Victims also included two Canadians, Canada’s foreign minister said.
Canada’s Foreign Affairs Minister Chrystia Freeland said her heartfelt condolences go out to the loved ones of this targeted attack. Freeland says Canadian consular officials are providing assistance to their loved ones. She says out of the respect of the next kin they won’t share further details.
Turkey’s Foreign Ministry released a statement Monday condemning “in the strongest way” the attack on the upscale Aziz Istanbul restaurant which killed at least 18 people.
This is the second such attack on a restaurant popular with foreigners in the last two years.
In addition to those killed, eight others were wounded, Communications Minister Remi Dandjinou told journalists. The victims came from several different nationalities, he said. At least one of the dead was French and another was Turkish.
The attack brought back painful memories of the January 2016 attack at another cafe that left 30 people dead.

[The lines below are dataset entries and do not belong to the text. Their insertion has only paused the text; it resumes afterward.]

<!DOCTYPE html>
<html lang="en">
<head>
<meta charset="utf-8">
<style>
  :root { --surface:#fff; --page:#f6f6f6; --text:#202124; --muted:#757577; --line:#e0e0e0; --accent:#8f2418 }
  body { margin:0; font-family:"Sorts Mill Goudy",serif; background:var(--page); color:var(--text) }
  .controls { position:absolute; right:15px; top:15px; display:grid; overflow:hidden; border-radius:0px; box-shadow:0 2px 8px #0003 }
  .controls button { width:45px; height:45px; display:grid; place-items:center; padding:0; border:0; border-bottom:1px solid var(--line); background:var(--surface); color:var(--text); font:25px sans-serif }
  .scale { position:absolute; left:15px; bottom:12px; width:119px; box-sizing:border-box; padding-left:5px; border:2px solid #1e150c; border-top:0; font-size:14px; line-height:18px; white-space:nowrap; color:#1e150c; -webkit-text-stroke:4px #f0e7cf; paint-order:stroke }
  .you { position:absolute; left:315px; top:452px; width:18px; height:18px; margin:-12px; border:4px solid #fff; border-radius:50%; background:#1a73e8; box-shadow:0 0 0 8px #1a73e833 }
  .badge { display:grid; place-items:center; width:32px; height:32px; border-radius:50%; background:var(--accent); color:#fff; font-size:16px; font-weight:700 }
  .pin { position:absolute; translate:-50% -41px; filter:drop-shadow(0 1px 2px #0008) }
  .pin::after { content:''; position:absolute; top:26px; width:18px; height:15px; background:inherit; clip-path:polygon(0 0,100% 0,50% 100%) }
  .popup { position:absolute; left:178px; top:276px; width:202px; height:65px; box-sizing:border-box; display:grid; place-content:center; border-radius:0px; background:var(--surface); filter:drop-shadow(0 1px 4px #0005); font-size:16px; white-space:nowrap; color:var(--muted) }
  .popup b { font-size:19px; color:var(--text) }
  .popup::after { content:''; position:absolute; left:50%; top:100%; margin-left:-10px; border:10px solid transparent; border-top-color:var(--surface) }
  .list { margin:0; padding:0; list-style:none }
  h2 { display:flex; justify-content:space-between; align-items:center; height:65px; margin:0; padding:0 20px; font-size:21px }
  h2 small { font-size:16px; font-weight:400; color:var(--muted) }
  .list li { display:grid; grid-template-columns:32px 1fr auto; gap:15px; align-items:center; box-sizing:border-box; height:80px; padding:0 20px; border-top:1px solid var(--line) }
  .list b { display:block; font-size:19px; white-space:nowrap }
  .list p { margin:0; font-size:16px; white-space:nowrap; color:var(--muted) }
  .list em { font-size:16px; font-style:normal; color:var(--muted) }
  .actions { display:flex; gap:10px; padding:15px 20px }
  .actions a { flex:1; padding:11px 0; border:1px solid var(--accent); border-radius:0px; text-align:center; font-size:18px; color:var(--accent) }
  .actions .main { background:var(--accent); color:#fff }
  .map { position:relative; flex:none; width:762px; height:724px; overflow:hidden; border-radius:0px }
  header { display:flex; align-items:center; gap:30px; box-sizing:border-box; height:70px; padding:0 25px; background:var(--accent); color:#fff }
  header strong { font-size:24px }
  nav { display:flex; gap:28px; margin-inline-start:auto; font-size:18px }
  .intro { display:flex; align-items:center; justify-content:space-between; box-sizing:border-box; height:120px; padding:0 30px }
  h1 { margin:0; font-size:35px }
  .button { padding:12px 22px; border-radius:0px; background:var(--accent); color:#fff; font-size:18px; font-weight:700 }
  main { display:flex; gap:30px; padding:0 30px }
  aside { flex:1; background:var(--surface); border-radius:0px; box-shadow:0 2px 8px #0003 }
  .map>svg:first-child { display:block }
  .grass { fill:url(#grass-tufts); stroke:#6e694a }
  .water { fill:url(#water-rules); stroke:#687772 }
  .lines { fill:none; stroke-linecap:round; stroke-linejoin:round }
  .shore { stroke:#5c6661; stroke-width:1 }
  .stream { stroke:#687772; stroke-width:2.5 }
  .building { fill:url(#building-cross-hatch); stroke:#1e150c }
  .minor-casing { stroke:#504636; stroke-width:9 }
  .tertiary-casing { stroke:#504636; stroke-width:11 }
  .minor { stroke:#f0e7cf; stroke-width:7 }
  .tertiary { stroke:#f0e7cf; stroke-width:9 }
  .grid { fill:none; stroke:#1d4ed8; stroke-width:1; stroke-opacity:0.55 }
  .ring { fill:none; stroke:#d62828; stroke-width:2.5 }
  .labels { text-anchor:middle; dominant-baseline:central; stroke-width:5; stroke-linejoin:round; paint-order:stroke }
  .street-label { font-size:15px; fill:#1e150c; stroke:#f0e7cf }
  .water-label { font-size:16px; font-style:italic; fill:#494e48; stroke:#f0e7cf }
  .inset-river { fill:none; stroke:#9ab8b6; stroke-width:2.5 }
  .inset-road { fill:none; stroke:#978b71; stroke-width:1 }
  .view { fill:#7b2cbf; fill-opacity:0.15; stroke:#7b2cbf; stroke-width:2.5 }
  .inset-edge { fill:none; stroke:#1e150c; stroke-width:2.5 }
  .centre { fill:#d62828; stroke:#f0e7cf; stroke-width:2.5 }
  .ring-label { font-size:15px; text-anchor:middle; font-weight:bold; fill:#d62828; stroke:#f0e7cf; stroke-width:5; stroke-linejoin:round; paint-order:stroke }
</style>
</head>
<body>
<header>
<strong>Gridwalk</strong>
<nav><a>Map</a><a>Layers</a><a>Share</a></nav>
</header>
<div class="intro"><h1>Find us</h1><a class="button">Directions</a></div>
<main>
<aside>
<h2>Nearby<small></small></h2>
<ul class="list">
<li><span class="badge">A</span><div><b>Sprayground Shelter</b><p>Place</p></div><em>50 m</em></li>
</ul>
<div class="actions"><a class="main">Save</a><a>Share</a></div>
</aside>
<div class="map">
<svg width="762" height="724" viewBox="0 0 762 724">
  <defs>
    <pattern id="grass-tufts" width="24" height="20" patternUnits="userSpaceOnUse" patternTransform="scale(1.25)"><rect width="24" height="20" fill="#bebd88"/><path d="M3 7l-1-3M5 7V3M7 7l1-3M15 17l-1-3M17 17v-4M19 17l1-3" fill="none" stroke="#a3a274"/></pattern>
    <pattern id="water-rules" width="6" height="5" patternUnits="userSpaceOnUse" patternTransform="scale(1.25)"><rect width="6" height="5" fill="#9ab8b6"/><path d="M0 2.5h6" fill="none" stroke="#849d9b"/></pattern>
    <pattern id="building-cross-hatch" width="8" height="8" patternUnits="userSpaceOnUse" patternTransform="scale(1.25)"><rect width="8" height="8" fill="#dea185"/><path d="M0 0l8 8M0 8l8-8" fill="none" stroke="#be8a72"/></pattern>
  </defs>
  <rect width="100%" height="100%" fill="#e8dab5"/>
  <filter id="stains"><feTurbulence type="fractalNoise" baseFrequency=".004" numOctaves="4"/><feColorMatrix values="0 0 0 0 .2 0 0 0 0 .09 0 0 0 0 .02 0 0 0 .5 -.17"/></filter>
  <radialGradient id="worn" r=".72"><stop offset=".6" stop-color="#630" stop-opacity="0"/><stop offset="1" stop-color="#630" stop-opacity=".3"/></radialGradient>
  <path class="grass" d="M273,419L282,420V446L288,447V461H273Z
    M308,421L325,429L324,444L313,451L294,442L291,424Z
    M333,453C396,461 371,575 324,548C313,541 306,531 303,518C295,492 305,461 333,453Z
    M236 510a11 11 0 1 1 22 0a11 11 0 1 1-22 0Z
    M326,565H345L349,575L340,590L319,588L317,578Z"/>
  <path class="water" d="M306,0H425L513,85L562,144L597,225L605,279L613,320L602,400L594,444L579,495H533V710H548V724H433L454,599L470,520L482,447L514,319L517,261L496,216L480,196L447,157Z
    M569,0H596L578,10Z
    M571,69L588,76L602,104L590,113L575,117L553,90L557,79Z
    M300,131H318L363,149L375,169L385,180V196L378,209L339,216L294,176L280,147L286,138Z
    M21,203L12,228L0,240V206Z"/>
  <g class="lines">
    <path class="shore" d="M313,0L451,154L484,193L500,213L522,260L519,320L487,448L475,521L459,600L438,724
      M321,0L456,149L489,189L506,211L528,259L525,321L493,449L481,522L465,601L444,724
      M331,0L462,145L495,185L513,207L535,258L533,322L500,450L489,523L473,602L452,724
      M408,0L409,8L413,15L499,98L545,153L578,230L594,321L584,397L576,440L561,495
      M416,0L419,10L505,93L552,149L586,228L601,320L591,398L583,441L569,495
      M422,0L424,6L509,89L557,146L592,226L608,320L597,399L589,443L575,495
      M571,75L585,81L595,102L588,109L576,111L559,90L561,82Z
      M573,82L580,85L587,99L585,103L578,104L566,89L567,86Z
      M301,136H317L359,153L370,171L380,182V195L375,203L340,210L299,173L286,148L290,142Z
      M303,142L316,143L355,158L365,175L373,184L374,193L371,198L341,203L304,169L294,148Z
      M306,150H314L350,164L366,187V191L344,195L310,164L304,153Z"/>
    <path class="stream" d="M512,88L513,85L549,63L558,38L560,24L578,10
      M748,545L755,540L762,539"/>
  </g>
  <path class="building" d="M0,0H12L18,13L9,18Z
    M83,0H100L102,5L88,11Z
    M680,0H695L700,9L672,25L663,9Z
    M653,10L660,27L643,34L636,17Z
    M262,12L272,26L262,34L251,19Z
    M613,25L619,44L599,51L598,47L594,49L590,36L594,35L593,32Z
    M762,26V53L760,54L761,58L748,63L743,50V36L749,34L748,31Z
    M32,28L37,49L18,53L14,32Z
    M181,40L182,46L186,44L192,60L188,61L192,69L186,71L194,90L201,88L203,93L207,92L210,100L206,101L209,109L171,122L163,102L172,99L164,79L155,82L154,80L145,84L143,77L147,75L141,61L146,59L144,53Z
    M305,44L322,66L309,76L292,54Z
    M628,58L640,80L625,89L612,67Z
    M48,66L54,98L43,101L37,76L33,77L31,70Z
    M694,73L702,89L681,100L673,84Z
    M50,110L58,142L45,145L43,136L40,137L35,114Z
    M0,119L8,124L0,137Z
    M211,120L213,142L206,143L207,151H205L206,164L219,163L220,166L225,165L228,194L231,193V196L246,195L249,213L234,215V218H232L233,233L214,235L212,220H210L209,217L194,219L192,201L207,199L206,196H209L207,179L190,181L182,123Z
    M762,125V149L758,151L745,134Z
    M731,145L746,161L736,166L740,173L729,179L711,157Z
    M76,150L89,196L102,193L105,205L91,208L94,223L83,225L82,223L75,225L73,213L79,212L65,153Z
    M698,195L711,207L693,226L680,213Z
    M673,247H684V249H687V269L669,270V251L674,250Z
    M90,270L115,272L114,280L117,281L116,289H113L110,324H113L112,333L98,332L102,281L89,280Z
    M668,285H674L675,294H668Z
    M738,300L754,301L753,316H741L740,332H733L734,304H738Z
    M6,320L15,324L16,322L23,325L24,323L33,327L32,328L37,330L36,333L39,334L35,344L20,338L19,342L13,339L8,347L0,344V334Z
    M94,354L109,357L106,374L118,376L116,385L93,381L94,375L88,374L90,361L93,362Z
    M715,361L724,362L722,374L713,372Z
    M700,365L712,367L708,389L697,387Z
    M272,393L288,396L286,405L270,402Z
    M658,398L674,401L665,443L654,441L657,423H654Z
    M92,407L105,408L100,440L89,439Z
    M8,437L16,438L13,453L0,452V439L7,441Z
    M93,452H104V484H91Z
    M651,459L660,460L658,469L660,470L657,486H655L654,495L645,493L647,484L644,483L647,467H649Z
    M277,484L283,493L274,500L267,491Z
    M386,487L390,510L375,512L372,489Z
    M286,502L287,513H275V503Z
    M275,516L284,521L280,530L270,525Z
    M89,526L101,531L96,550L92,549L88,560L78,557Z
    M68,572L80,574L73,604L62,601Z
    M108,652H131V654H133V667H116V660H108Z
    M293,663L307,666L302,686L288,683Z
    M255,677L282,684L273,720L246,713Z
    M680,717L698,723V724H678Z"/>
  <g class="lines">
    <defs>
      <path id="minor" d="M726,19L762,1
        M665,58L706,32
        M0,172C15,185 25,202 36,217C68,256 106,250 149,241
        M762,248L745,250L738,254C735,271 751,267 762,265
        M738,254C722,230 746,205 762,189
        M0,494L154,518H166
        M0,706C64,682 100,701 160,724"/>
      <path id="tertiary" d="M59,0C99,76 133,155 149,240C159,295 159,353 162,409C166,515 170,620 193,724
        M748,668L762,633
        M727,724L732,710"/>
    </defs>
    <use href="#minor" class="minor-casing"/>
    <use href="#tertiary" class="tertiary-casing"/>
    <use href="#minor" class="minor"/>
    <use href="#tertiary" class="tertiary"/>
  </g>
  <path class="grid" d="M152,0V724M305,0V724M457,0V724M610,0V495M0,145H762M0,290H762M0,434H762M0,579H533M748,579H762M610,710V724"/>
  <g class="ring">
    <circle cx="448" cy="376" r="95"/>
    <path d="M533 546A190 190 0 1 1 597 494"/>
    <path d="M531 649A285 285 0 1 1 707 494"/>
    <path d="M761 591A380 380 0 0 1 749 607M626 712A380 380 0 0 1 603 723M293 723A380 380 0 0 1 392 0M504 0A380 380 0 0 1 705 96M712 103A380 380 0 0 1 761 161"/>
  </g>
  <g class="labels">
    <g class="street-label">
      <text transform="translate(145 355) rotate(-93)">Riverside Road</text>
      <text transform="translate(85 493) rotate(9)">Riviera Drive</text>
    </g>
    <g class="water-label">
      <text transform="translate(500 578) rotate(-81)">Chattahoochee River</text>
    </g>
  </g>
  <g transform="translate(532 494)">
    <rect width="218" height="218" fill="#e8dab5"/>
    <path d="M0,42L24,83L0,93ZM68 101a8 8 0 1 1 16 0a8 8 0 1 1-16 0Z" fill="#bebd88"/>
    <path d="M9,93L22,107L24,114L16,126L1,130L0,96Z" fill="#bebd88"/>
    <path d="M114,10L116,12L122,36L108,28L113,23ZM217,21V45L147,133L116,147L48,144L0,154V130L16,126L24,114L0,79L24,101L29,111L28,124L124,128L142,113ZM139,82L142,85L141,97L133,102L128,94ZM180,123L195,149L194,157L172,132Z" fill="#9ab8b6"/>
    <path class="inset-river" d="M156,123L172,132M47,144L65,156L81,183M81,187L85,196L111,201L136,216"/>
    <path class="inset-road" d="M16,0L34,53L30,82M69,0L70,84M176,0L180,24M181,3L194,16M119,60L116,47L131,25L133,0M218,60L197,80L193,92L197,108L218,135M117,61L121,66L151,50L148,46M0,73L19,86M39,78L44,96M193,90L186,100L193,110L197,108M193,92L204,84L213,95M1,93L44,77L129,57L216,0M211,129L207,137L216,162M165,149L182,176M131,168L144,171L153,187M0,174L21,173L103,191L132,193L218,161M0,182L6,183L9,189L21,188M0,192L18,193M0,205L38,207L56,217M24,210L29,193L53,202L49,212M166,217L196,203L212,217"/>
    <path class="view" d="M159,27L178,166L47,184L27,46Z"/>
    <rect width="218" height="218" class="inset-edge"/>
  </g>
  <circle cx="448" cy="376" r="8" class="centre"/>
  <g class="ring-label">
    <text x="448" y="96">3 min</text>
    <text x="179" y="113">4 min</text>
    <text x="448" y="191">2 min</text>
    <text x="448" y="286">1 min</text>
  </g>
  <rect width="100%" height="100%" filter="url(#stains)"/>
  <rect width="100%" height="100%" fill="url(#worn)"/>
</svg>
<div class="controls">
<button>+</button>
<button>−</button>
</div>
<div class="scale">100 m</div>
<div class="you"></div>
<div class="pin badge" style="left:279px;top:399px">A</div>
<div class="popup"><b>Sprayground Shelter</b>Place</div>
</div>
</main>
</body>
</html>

Burkina Faso, a landlocked nation in West Africa, is one of the poorest countries in the world. It shares a northern border with Mali, which has long battled Islamic extremists.
In the 2016 attack the attackers were of foreign origin, according to al-Qaida in the Islamic Maghreb, which claimed responsibility for those killings along with the jihadist group known as Al Mourabitoun. But the terror threat in Burkina Faso is increasingly homegrown, experts say.
The northern border region is now the home of a local preacher, Ibrahim Malam Dicko, who radicalized and has claimed responsibility for recent deadly attacks against troops and civilians. His association, Ansarul Islam, is now considered a terrorist group by Burkina Faso’s government.